Le député de Marseille Jean-Luc Mélenchon (La France insoumise) s'est indigné sur Twitter, faisant référence à l'absence d'accord entre son mouvement et les autres partis de gauche: "À #Marseille l'union de la gôche (sic)plus efficace pour ostraciser LFI que pour organiser la démocratie: 34 bureaux de vote fermés! La honte.
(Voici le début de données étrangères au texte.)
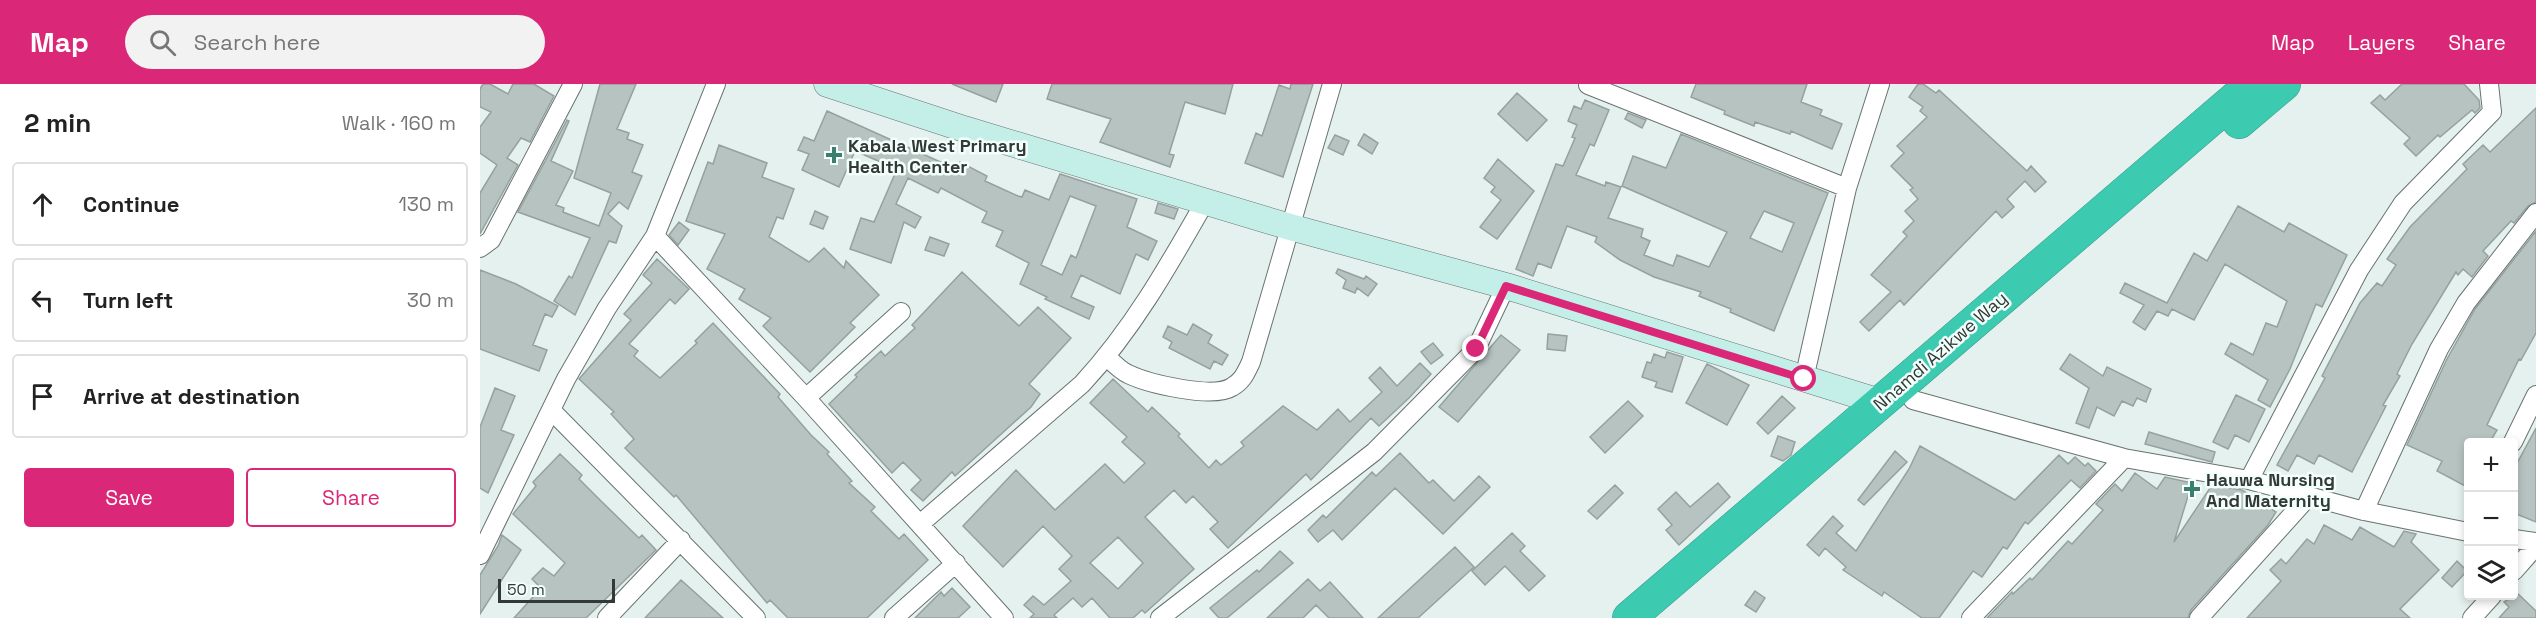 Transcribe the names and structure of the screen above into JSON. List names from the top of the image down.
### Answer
{
  "streets": {
    "highway": ["Nnamdi Azikwe Way"]
  },
  "places": {
    "health": ["Kabala West Primary Health Center", "Hauwa Nursing And Maternity"]
  },
  "scale_bar": "50 m",
  "page": {
    "header": "Map",
    "search": "Search here",
    "nav": ["Map", "Layers", "Share"],
    "heading": ["2 min", "Walk · 160 m"],
    "list": [
      ["Continue", "130 m"],
      ["Turn left", "30 m"],
      "Arrive at destination"
    ],
    "map_buttons": ["+", "−"],
    "buttons": ["Save", "Share"],
    "scale": "50 m"
  }
} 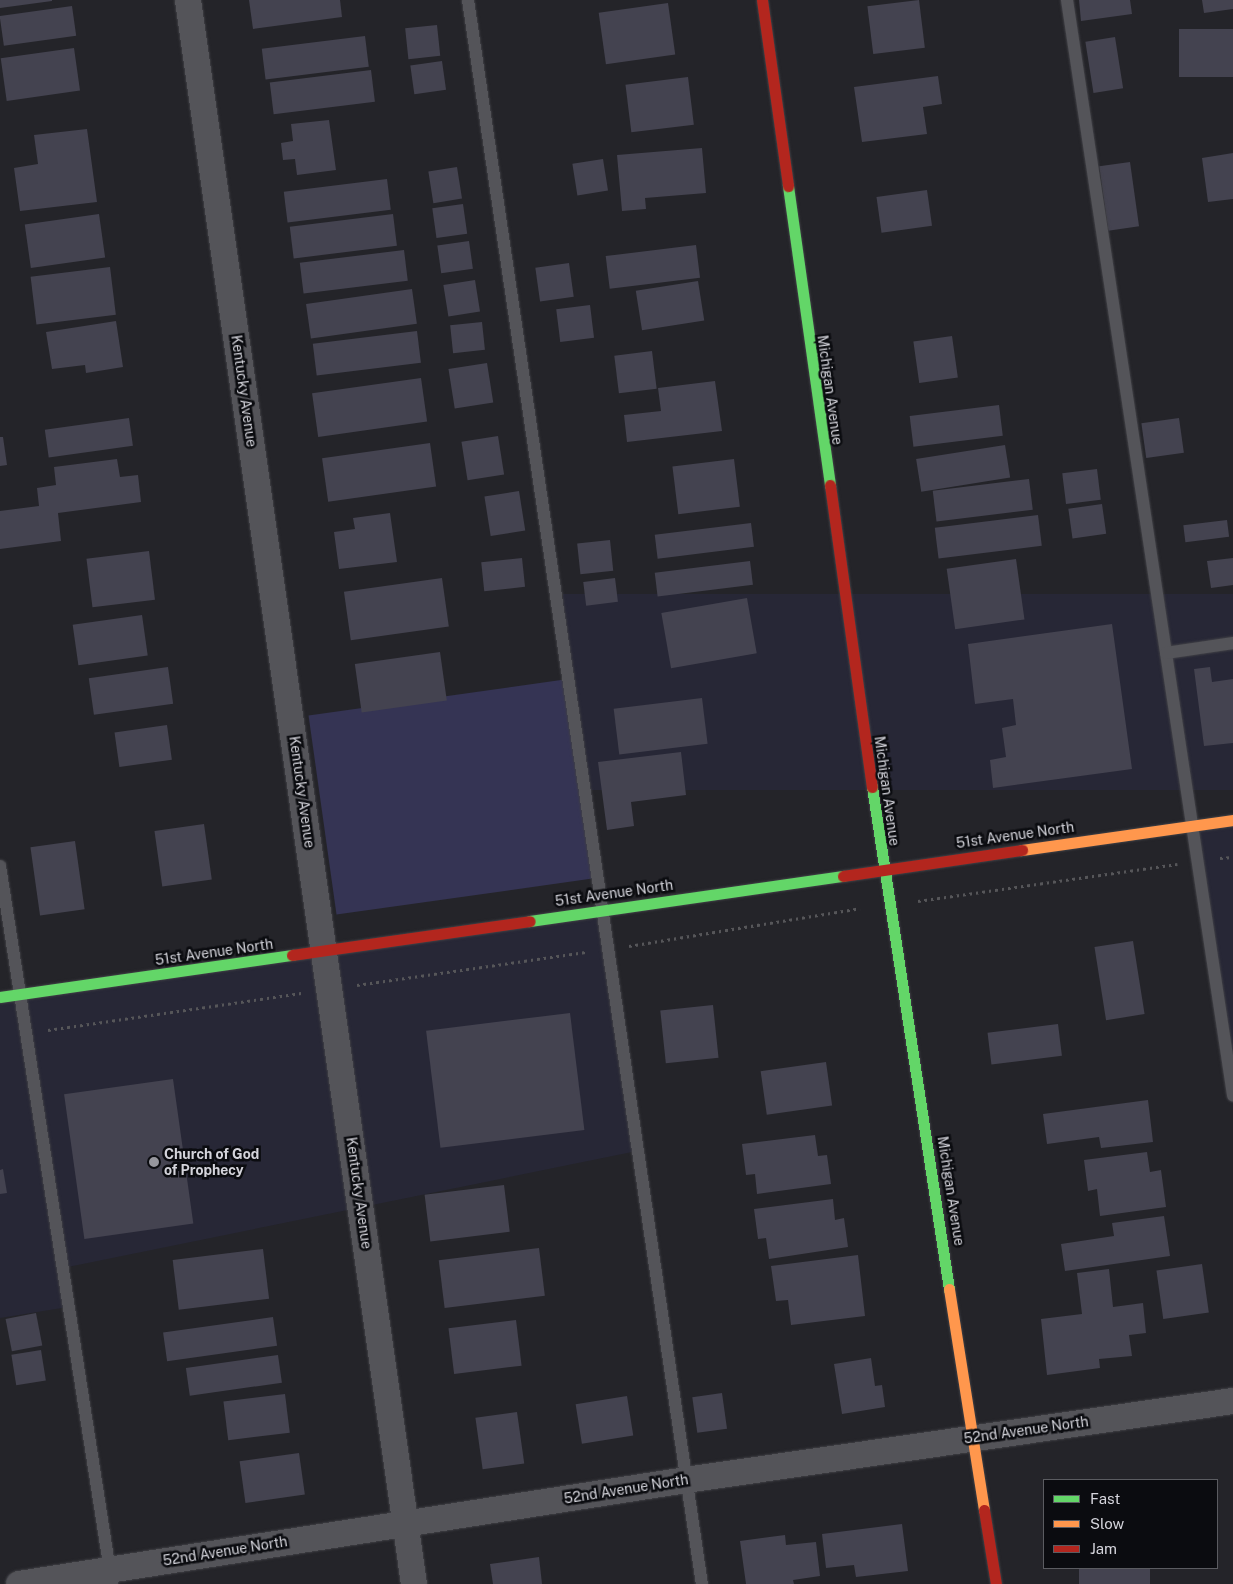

Que vaut une telle élection?".

"Nous regrettons que des Marseillaises et des Marseillais aient eu à patienter ce matin afin de pouvoir voter", a écrit la coalition de gauche du Printemps marseillais, qui dirige la ville, dans un communiqué, fustigeant "l'attitude de la droite locale sur les réseaux sociaux et les médias visant à faire enfler une polémique".

Des bulletins manquants 

La pénurie d'assesseurs a été constatée dans d'autres régions françaises: le premier adjoint au maire de Saint-Etienne (Loire), Gilles Artigues (UDI) a témoigné que "les habituels assesseurs militants étaient cette année en nombre insuffisants".

Grâce à une mobilisation par affichage et par SMS, une soixantaine d'assesseurs ont été recrutés, sans qui "nous ne serions pas arrivés à tenir tous les bureaux ouverts de 08H00 à 20H00".

Un problème qui risque de s'accentuer au second tour, estime le cabinet du maire LR: "Cela sera encore plus compliqué (...) pour mobiliser les assesseurs dont les candidats ne seront pas qualifiés dimanche prochain".

A Cousolre (Nord), c'est un autre problème qui a été soulevé: "Nous avons constaté qu'il n'y avait pas de bulletin pour la liste d'union de la gauche et des écologistes", a déclaré à l'AFP Benjamin Saint-Huile, maire socialiste de la commune voisine de Jeumont et président de l'agglomération de Maubeuge, lui-même en troisième position sur cette liste.

Très surpris que le Garde des Sceaux, qui a voté dans cette commune, n'ait pas relevé cette erreur, l'élu estime que "si sur les quatre premières heures de vote aucun électeur n'a pu choisir ce bulletin, cela pose la question de la sincérité du scrutin".

La participation au premier tour des élections régionales et départementales s'est établie à 12,22% dimanche à la mi-journée en France métropolitaine, en baisse par rapport aux régionales de décembre 2015 (16,27%) et aux départementales de mars 2015 (17,97%).